We welcome your feedback about MITRE Engage v0.9 Beta: Email us at engage@mitre.org

ATT&CK® Mapping Overview

By mapping the various Engagement Activities to ATT&CK, we can ensure that each activity in Engage is driven by observed adversary behavior. In adversary engagement operations it can be tempting to try to anticipate the adversary actions. However, without extensive understanding of the specific threat, this line of thinking can lead the defender to make incorrect or ineffective decisions. By mapping to ATT&CK, we can ensure that our chosen engagement activities are appropriate for the target adversary. In the below table, each approach in the ATT&CK framework is shown individually. Clicking on a specific approach will show a detail page with the following information:

  • ATT&CK ID & Name – The ATT&CK Technique ID and Name
  • Adversary Vulnerability – The vulnerability that the adversary exposes when they engage in a specific behavior
  • Engagement Activity – The action the defender can take to take advantage of the vulnerability the adversary has exposed
When an adversary engages in a specific behavior, they are vulnerable expose an unintended weakness. By looking at each ATT&CK activity, we can examine the weaknesses revealed and identify an engagement activity or activities to exploit this weakness.

In our first release of MITRE Engage we have chosen not to include any specific activity implementations or use cases in these mappings. To provide some guidance, we have included expanded definitions for each Activity including concrete examples. We hope these definitions will provide some examples of the art of the possible. If you have questions, please reach out! We would be happy to share our past operational implementations or discuss your ideas.

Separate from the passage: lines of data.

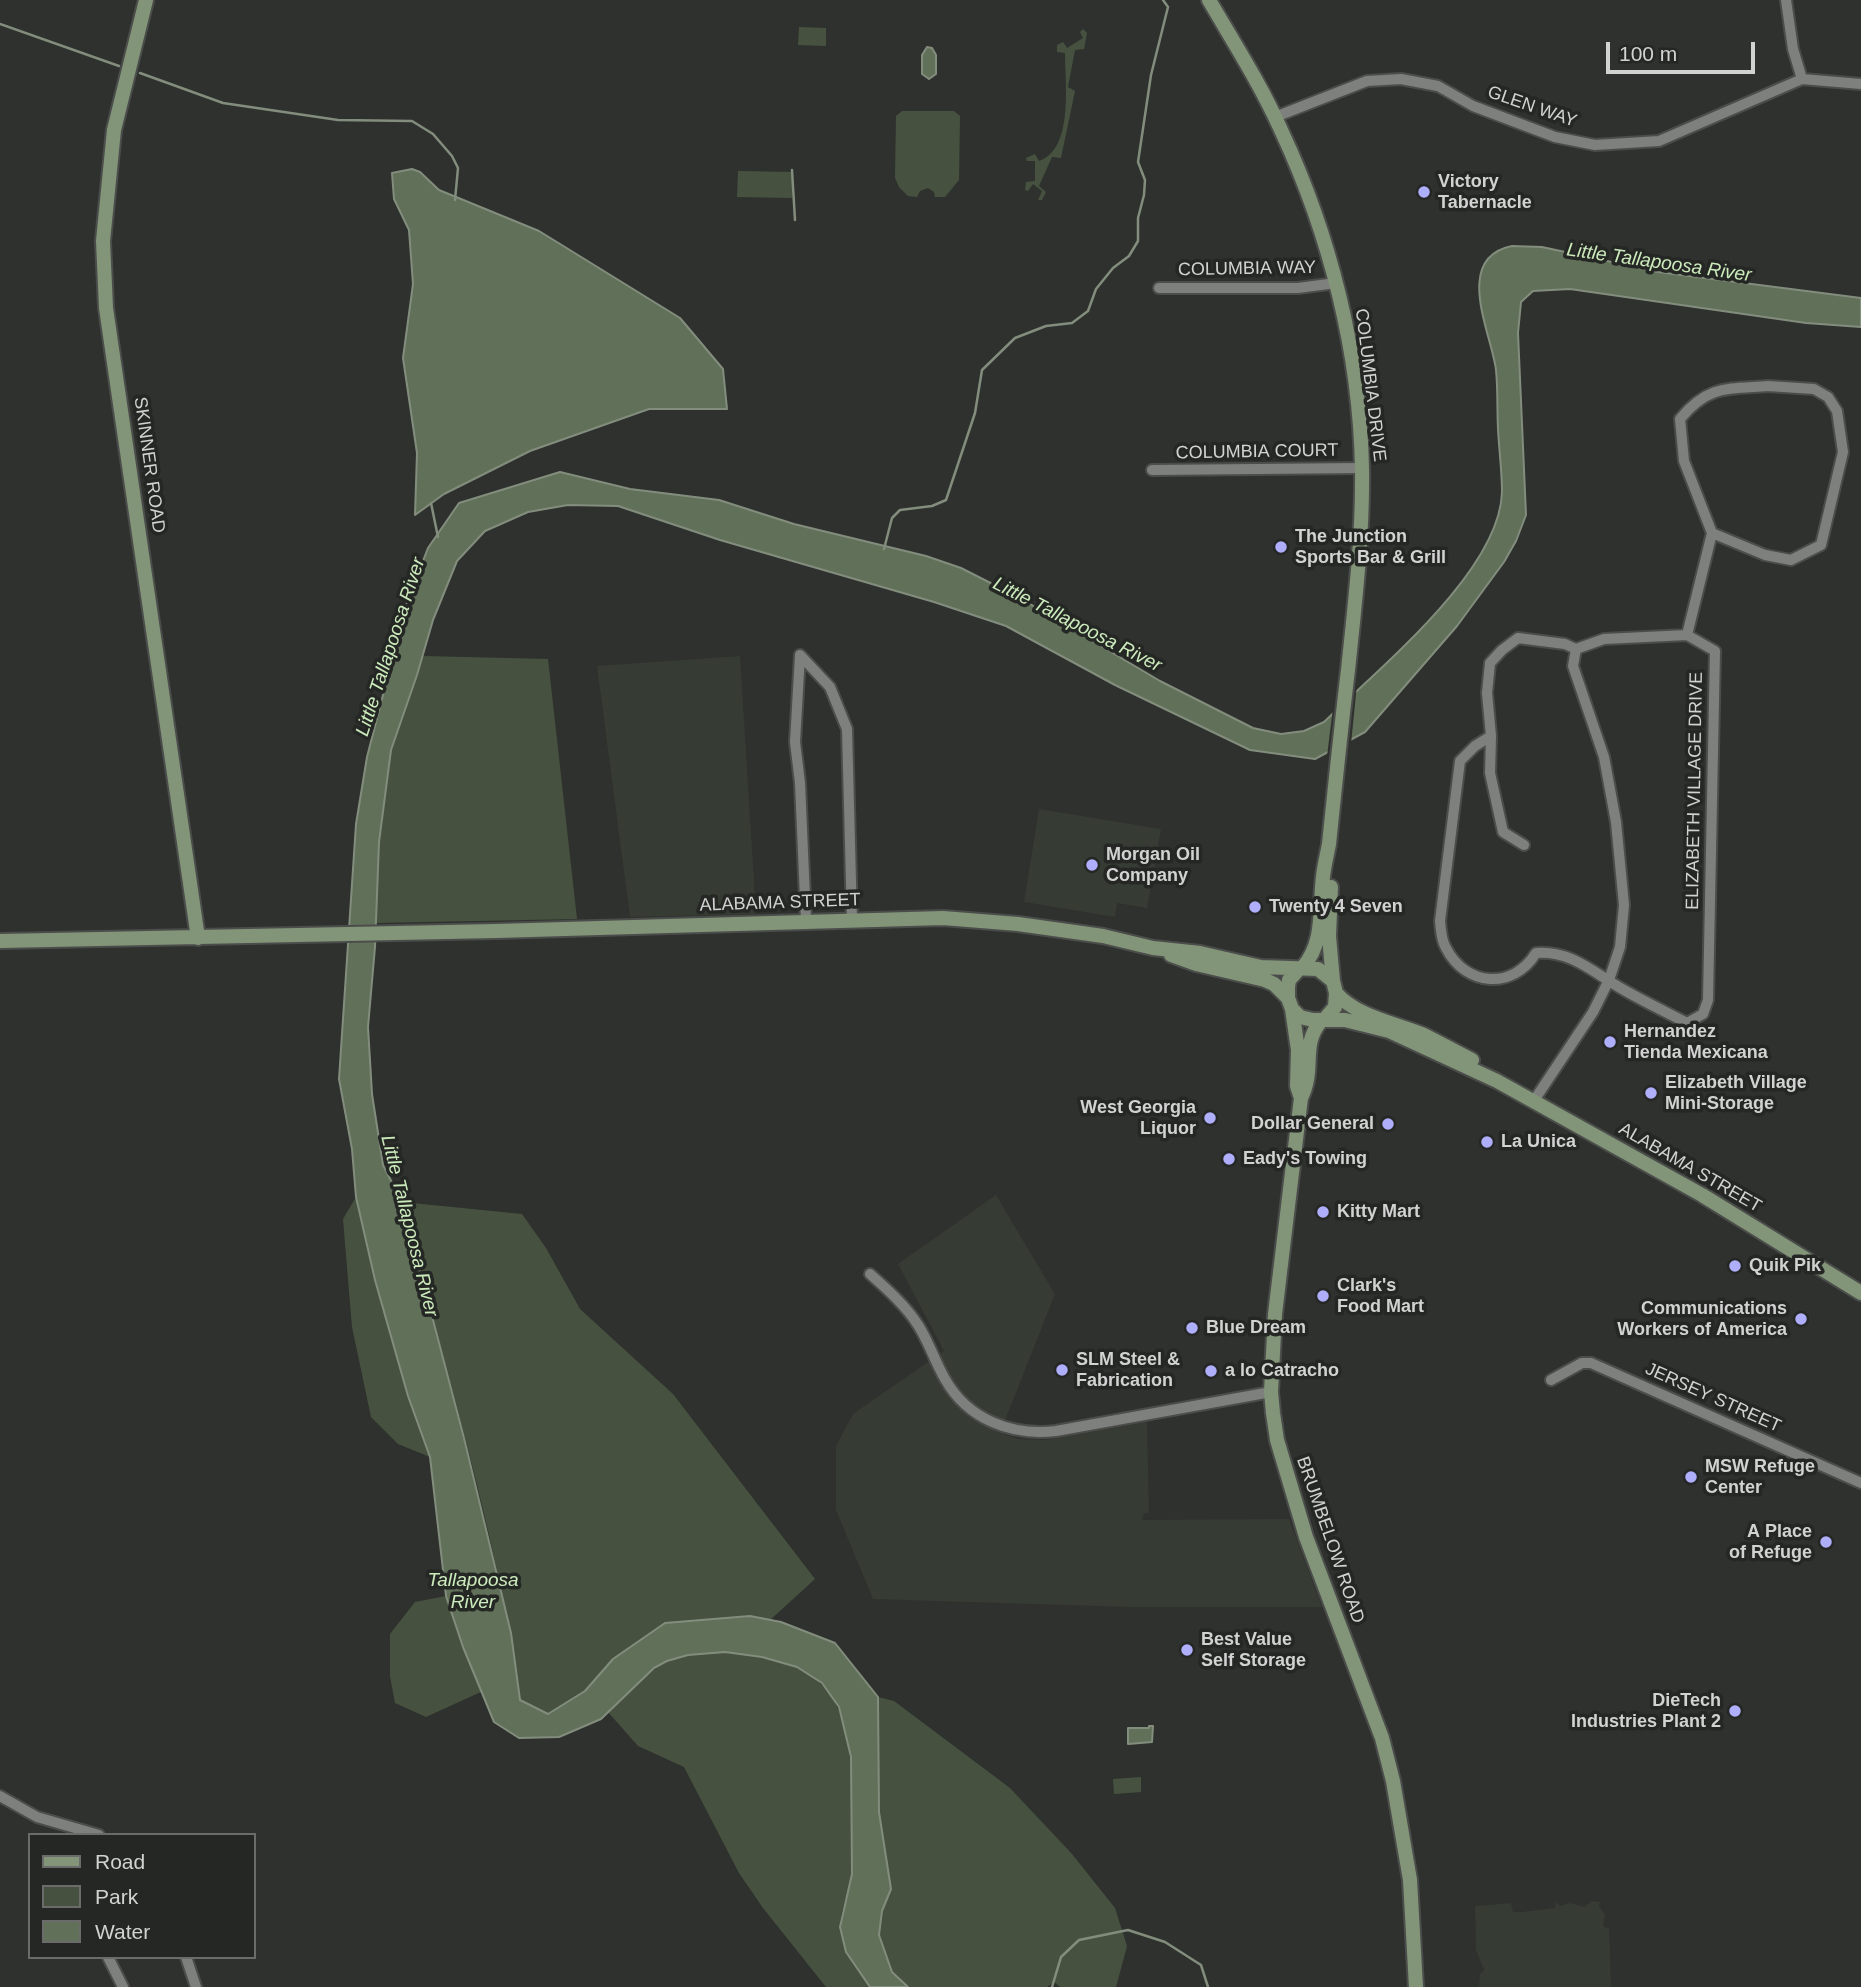 <!DOCTYPE html>
<style>
body{margin:0}
#map{position:relative;width:1861px;height:1987px;overflow:hidden;background:#2f312e;font-family:Arial,sans-serif}
canvas{display:block}
.legend{position:absolute;left:28px;top:1833px;width:228px;height:126px;box-sizing:border-box;background:#252725;border:2px solid #6a6b6a;margin:0;padding:9px 12px;list-style:none;font-size:21px;color:#d1d2d1}
.legend li{display:flex;align-items:center;gap:14px;height:35px}
.legend b{width:35px;border:2px solid #6a6b6a}
.scale{position:absolute;left:1606px;top:42px;width:149px;height:32px;box-sizing:border-box;border:4px solid #d1d2d1;border-top:0;padding-left:9px;font-size:21px;line-height:24px;white-space:nowrap;color:#d1d2d1;-webkit-text-stroke:5px #252725;paint-order:stroke}
</style>
<div id="map">
<canvas width="1861" height="1987"></canvas>
<ul class="legend">
<li><b style="height:9px;background:#839579"></b>Road</li>
<li><b style="height:19px;background:#46523f"></b>Park</li>
<li><b style="height:19px;background:#617059"></b>Water</li>
</ul>
<div class="scale">100 m</div>
</div>
<script>
const ctx = document.querySelector('canvas').getContext('2d');
ctx.lineJoin = 'round';
function fill(path, color) { ctx.fillStyle = color; ctx.fill(path, 'evenodd'); }
function trace(path, color, width, dash) { ctx.strokeStyle = color; ctx.lineWidth = width; ctx.lineCap = dash ? 'butt' : 'round'; ctx.setLineDash(dash || []); ctx.stroke(path); }
function write(font, color, halo, rows, align = 'center') {
  ctx.font = font + ' Arial,sans-serif'; ctx.lineWidth = 7; ctx.setLineDash([]); ctx.textBaseline = 'middle'; ctx.strokeStyle = halo; ctx.fillStyle = color; for (const [text, x, y, turn = 0] of rows) {
    ctx.save(); ctx.translate(x, y); ctx.rotate((+turn || 0) * Math.PI / 180); ctx.textAlign = isNaN(turn) ? turn : align; if (halo) ctx.strokeText(text, 0, 0); ctx.fillText(text, 0, 0); ctx.restore();
  }
}
fill(new Path2D(`
 M740 656 756 914 630 917 597 666Z
 M1039 809 1161 829 1147 908 1117 903 1115 917 1024 902Z
 M996 1195 1055 1294 1000 1433 1018 1439 1045 1440 1147 1422 1149 1513H1144L1142 1520 1289 1519 1322 1607H1128L873 1599 836 1510V1446L853 1414 944 1351 898 1264Z
 M1592 1901 1600 1902 1599 1906 1605 1915 1603 1926 1609 1929 1611 1987H1479L1480 1974 1484 1970 1476 1950 1475 1906 1511 1903 1513 1912H1522L1555 1908 1556 1902 1560 1906 1570 1903 1585 1907Z`), '#363b34');
fill(new Path2D(`
 M799 27 826 28V46L798 45Z
 M1083 29 1087 33 1084 49 1075 50 1068 87 1075 91 1061 158 1052 157 1039 186 1046 192 1042 200H1038L1042 191 1033 184 1028 191 1025 190 1026 182 1035 181V161H1027L1026 158 1035 154 1039 161C1074 149 1065 84 1065 53L1057 52V45L1063 42 1067 48 1083 38 1080 32Z
 M902 111H954L960 116 959 180 945 197H935L934 192 928 188 920 191 917 197 908 196 899 187 895 178 896 116Z
 M738 171 792 172V198L737 197Z
 M423 656 548 659 577 919 376 923 379 842 391 750Z
 M356 1197C376 1285 399 1372 430 1457L398 1444 371 1417 352 1327 343 1219Z
 M402 1202 522 1214 546 1248 580 1309 673 1394 815 1579 770 1620 750 1616 613 1659 585 1691 547 1714 520 1700C497 1531 444 1367 402 1202Z
 M446 1596 463 1647 483 1691 426 1717 395 1703 390 1676V1634L415 1602Z
 M725 1652C832 1660 852 1702 852 1803 852 1826 854 1850 852 1873 851 1891 838 1912 841 1930 844 1953 857 1969 870 1987H826L763 1908 739 1873 684 1767 638 1746 608 1712C655 1670 656 1654 725 1652Z
 M878 1697 894 1701 1010 1788 1072 1854 1115 1908 1127 1946 1116 1987H1060L1054 1982 1047 1987H908L892 1972 879 1935 882 1911 891 1889 879 1812Z
 M1141 1777V1792L1114 1794 1113 1779Z`), '#46523f');
const water = new Path2D(`
 M927 47 932 48 936 55V74L929 79 922 74V55Z
 M412 169 420 172 439 190 539 231 680 318 723 369 727 409H649L530 451 444 494 415 515 417 453 403 358 413 284 409 230 394 199 392 173Z
 M1512 246 1542 247 1658 272 1861 298V327L1806 323 1570 289 1533 291 1521 302 1518 333 1526 515 1516 541 1504 562 1457 626 1365 732 1315 759 1250 750 1115 685 1006 626 934 602 720 540 618 506 568 505 528 512 485 531 457 561 433 620 417 675 391 750 379 842 375 947 368 1027 372 1094 383 1165 402 1202 464 1438 511 1633 520 1700 548 1714 585 1691 613 1659 665 1623 750 1616 781 1622 835 1643 878 1697 879 1812 891 1889 882 1911 879 1935 892 1972 908 1987H870L846 1952 840 1927 852 1874 851 1757 839 1707 822 1683 797 1667 762 1657 725 1652 688 1655 667 1661 654 1668 601 1719 559 1737 519 1738 494 1722 463 1647 446 1596 430 1457 408 1396 375 1280 356 1197 352 1149 339 1079 356 824 367 757 407 602 428 548 459 503 560 472 630 489 719 500 794 524 926 556 961 568 1020 598 1160 681 1253 728 1281 734 1304 731 1324 722C1378 669 1500 571 1502 492 1502 471 1499 450 1498 429 1497 409 1498 390 1496 370 1492 335 1452 258 1512 246Z
 M1149 1726H1153L1152 1742 1128 1744V1728H1149Z`);
fill(water, '#617059');
trace(water, '#838d7d', 2);
fill(new Path2D(`
 M1357 684 1351 744 1327 756 1333 708Z`), '#2f312e');
trace(new Path2D(`
 M0 24 119 66
 M140 73 223 103 338 120 412 121 433 134 452 156 458 168 455 200
 M792 170 795 220
 M431 503 438 537
 M884 549 892 518 900 510 932 506 946 500 975 413 982 370 1015 338 1046 326 1072 323 1088 311 1096 289 1113 268 1129 256 1138 241V218L1144 195 1145 180 1138 162 1151 75 1168 7 1163 0
 M1052 1987 1061 1957 1079 1940 1128 1930 1165 1942 1201 1965 1208 1987`), '#838d7d', 2.5);
const street = new Path2D(`
 M1786 0 1793 49 1802 79
 M1275 117 1367 81 1401 79 1438 86 1473 106 1555 137 1595 145 1659 141 1802 79 1861 84
 M1159 288H1298L1336 283
 M1768 386 1814 389 1828 397 1837 411 1843 452 1821 545 1791 560 1765 555 1712 533 1684 461 1680 419C1708 385 1727 389 1768 386Z
 M1152 470 1362 468
 M1687 635 1712 533
 M800 655 830 687 847 729 852 920
 M800 655 795 742 800 783 806 921
 M1491 736 1475 746 1460 761 1440 921C1441 930 1441 940 1446 948 1466 987 1513 990 1536 953 1572 950 1595 974 1624 990 1645 1002 1666 1012 1687 1023L1703 1014 1708 1000 1715 651 1687 635 1604 639 1576 649
 M1524 845 1503 832 1490 773 1491 736 1487 693 1490 663 1502 650 1518 638 1565 644 1576 649
 M1533 1102 1593 1012 1609 980 1620 947 1624 905 1616 822 1604 757 1573 666 1576 649
 M870 1274C887 1289 906 1306 918 1325 929 1342 935 1362 945 1379 968 1420 1012 1436 1056 1431L1271 1392
 M1551 1380 1582 1363H1591L1861 1483
 M0 1796 37 1817 99 1835
 M108 1957 123 1987
 M186 1957 196 1987`);
const secondary = new Path2D(`
 M146 0 114 130 103 241 106 308 198 938
 M1209 0C1234 43 1261 85 1281 130 1330 235 1360 353 1362 469 1363 536 1355 603 1348 670 1341 728 1335 786 1329 844 1327 855 1324 866 1323 877 1319 908 1325 942 1303 967
 M1331 887 1329 936 1333 981
 M0 941 496 931 943 918 1018 924 1103 936 1153 948 1200 953 1261 967 1318 969 1333 981 1336 993 1335 1007 1324 1020
 M1171 955 1196 964 1265 980 1274 984 1288 998
 M1299 969 1289 980 1288 987V998L1292 1009 1300 1017 1313 1020H1345L1389 1031 1497 1081 1702 1195 1861 1293
 M1336 993C1357 1017 1395 1023 1424 1035 1440 1043 1456 1052 1472 1060
 M1292 1009 1298 1050 1297 1086 1301 1098
 M1321 1021C1300 1046 1316 1068 1301 1098L1275 1314 1271 1392 1273 1413 1277 1440 1306 1537 1382 1738 1393 1781 1410 1880 1416 1987`);
trace(street, '#4b4d4b', 14);
trace(secondary, '#4b4d4b', 18);
trace(street, '#7e807d', 10);
trace(secondary, '#839579', 14);
for (const [x, y, r, color] of [
 [1424,192,7,"#afaefa"],
 [1281,547,7,"#afaefa"],
 [1092,865,7,"#afaefa"],
 [1255,907,7,"#afaefa"],
 [1610,1042,7,"#afaefa"],
 [1651,1093,7,"#afaefa"],
 [1210,1118,7,"#afaefa"],
 [1388,1124,7,"#afaefa"],
 [1487,1142,7,"#afaefa"],
 [1229,1159,7,"#afaefa"],
 [1323,1212,7,"#afaefa"],
 [1735,1266,7,"#afaefa"],
 [1323,1296,7,"#afaefa"],
 [1801,1319,7,"#afaefa"],
 [1192,1328,7,"#afaefa"],
 [1062,1370,7,"#afaefa"],
 [1211,1371,7,"#afaefa"],
 [1691,1477,7,"#afaefa"],
 [1826,1542,7,"#afaefa"],
 [1187,1650,7,"#afaefa"],
 [1735,1711,7,"#afaefa"]
]) { const dot = new Path2D(); dot.arc(x, y, r, 0, 2 * Math.PI); ctx.fillStyle = color; ctx.fill(dot); trace(dot, '#252725', 2.5); }
write('18px', '#d1d2d1', '#252725', [
 ["GLEN WAY",1532,107,19],
 ["COLUMBIA WAY",1247,269,-1],
 ["COLUMBIA DRIVE",1370,385,83],
 ["COLUMBIA COURT",1257,452,-1],
 ["SKINNER ROAD",149,465,82],
 ["ELIZABETH VILLAGE DRIVE",1695,791,-89],
 ["ALABAMA STREET",780,903,-2],
 ["ALABAMA STREET",1690,1168,30],
 ["JERSEY STREET",1713,1398,24],
 ["BRUMBELOW ROAD",1330,1540,71]
]);
write('bold 18px', '#d1d2d1', '#252725', [
 ["Victory",1438,182],
 ["Tabernacle",1438,203],
 ["The Junction",1295,537],
 ["Sports Bar & Grill",1295,558],
 ["Morgan Oil",1106,855],
 ["Company",1106,876],
 ["Twenty 4 Seven",1269,907],
 ["Hernandez",1624,1032],
 ["Tienda Mexicana",1624,1053],
 ["Elizabeth Village",1665,1083],
 ["Mini-Storage",1665,1104],
 ["West Georgia",1196,1108,"right"],
 ["Liquor",1196,1129,"right"],
 ["Dollar General",1374,1124,"right"],
 ["La Unica",1501,1142],
 ["Eady's Towing",1243,1159],
 ["Kitty Mart",1337,1212],
 ["Quik Pik",1749,1266],
 ["Clark's",1337,1286],
 ["Food Mart",1337,1307],
 ["Communications",1787,1309,"right"],
 ["Workers of America",1787,1330,"right"],
 ["Blue Dream",1206,1328],
 ["SLM Steel &",1076,1360],
 ["Fabrication",1076,1381],
 ["a lo Catracho",1225,1371],
 ["MSW Refuge",1705,1467],
 ["Center",1705,1488],
 ["A Place",1812,1532,"right"],
 ["of Refuge",1812,1553,"right"],
 ["Best Value",1201,1640],
 ["Self Storage",1201,1661],
 ["DieTech",1721,1701,"right"],
 ["Industries Plant 2",1721,1722,"right"]
], 'left');
write('italic 19px', '#ccebbc', '#252725', [
 ["Little Tallapoosa River",1659,263,8],
 ["Little Tallapoosa River",1077,625,27],
 ["Little Tallapoosa River",391,647,-72],
 ["Little Tallapoosa River",409,1226,76],
 ["Tallapoosa",473,1581],
 ["River",473,1603]
]);
</script>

In the future we hope to find new ways to dive into specific implementations, including collecting open source examples of activity implementations either from vendor products or individual practitioners.

ATT&CK® Mapping by Tactic

ATT&CK® Tactic Description
TA0043 - Reconnaissance The adversary is trying to gather information they can use to plan future operations.
TA0042 - Resource Development The adversary is trying to establish resources they can use to support operations.
TA0001 - Initial Access The adversary is trying to get into your network.
TA0002 - Execution The adversary is trying to run malicious code.
TA0003 - Persistence The adversary is trying to maintain their foothold.
TA0004 - Privilege Escalation The adversary is trying to gain higher-level permissions.
TA0005 - Defense Evasion The adversary is trying to avoid being detected.
TA0006 - Credential Access The adversary is trying to steal account names and passwords.
TA0007 - Discovery The adversary is trying to figure out your environment.
TA0008 - Lateral Movement The adversary is trying to move through your environment.
TA0009 - Collection The adversary is trying to gather data of interest to their goal.
TA0010 - Exfiltration The adversary is trying to steal data.
TA0011 - Command and Control The adversary is trying to communicate with compromised systems to control them.
TA0040 - Impact The adversary is trying to manipulate, interrupt, or destroy your systems and data.